Sponsoring a Child in Costa Rica
SOS relies on the kindness and generosity of Canadians to be able to provide a home for the most vulnerable children of Costa Rica.
By becoming a child sponsor you are making a commitment to helping an individual child in need. Your gift will help provide a child with food, clothing, education and a loving SOS mother.
Please help us ensure a loving home for every Costa Rican child. Sponsor a child in Costa Rica now.
A peaceful political situation:
The Republic of Costa Rica is situated in Central America. It shares borders with Nicaragua in the north and Panama in the south. Costa Rica is listed among the top twenty countries with the greatest biodiversity in the world.

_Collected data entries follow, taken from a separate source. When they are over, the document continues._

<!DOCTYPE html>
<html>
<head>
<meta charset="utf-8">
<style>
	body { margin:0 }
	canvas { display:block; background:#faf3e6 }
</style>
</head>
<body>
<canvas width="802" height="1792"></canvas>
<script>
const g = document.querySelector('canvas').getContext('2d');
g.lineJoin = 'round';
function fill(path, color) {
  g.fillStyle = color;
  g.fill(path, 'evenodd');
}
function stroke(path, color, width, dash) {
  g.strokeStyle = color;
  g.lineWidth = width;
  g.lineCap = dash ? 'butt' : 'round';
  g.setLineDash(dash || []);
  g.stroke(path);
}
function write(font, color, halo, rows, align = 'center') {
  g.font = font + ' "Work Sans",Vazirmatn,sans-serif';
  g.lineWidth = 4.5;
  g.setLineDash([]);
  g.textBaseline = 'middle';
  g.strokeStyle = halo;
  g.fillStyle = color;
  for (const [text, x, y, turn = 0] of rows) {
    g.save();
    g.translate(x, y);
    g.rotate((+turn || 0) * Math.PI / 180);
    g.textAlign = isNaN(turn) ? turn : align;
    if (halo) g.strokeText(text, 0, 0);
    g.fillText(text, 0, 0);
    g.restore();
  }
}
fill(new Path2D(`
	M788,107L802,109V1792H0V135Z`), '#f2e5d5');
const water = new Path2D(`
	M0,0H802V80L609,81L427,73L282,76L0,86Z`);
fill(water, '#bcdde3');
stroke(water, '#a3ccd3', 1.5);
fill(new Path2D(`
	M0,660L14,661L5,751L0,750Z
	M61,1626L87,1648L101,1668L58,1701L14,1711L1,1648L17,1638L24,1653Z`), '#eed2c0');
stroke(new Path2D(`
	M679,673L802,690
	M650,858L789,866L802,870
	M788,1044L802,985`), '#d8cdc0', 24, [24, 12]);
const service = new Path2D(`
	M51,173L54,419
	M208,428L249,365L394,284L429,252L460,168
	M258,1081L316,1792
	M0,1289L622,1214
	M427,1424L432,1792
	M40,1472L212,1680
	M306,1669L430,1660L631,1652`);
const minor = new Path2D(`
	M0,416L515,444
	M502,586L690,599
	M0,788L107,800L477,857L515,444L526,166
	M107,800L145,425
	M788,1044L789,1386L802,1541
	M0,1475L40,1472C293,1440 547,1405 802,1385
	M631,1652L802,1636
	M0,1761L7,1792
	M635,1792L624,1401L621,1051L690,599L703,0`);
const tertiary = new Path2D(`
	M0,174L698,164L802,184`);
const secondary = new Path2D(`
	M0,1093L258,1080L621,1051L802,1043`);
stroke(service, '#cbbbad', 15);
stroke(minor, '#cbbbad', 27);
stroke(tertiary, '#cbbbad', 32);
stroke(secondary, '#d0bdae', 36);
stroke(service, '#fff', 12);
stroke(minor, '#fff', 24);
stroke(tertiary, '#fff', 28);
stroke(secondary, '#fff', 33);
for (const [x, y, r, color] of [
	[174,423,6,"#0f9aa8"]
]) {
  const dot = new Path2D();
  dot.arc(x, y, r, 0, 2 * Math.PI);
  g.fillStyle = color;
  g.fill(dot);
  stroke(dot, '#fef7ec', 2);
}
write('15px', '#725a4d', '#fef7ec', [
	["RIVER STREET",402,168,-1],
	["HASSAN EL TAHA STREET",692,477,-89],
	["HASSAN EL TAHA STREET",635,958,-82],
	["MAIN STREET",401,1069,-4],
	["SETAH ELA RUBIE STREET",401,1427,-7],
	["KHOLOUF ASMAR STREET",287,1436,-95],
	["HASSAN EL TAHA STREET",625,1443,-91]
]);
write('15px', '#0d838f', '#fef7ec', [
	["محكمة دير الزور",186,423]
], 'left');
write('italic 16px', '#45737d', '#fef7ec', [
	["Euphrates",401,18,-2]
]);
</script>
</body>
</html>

In 1949, then-president José Figueres Ferrer abolished the country's army. In fact, he was the first president in the world to do so. Since then, Costa Rica has maintained only a small number of law enforcement guards for internal security reasons.
At present, the total population of Costa Rica is 4,300,000, with roughly one quarter living in the capital city of San José. Costa Rica is home to the Inter-American Court of Human Rights and the United Nations University of Peace, both based in San José. Tourism - particularly from Europe, Canada and the United States - now accounts for a vast part of Costa Rica's Gross Domestic Product.
A country characterised by a huge disparity of income:
Despite the fact that Costa Rica has one of the highest standards of living in the Americas, profound poverty still affects many people at the bottom of the socio-economic ladder. About 10 per cent of Costa Ricans still find themselves struggling to make ends meet, living on less than USD 1.25 a day. Poverty in Costa Rica is especially observable in rural areas and in certain parts of the country's capital San José.
The wealthiest 20 per cent of the population still control more than half of the total national income, a figure that has been on the rise lately. Costa Rica is currently ranked 69th in the Human Development Index (HDI) that compares life expectancy, education and per-capita GNI of 177 countries worldwide.
Children in need of protection:
Costa Rica is, demographically speaking, a fairly young country: 26 per cent of its population is below the age of 14. The Convention on the Rights of the Child was ratified by Costa Rica in 1991.
Although Costa Rica is economically far more developed than many other Latin American countries, the general living conditions of thousands of Costa Rican children remain precarious. 280,000 children of school age are not in school and roughly 9 per cent of boys aged 5-14 are economically active, mostly because their families depend on the money they generate. They mainly work in agriculture or as merchandise vendors in the streets of major cities.
According to the United Nations Children Fund, 36,000 children in Costa Rica are orphans. Due to dysfunctional or non-existent family structures, many of them are at risk of ending up on one of the crime-ridden streets and barrios, where child prostitution, drug abuse and gang violence quickly become part of their everyday lives.
Another severe problem in Costa Rica is HIV: although no data is available with regards to the HIV prevalence among young children, the overall HIV prevalence in Costa Rica is one of the highest in Central America. According to a study carried out by UNAIDS, knowledge of Costa Rican adolescents regarding HIV and prevention methods is limited.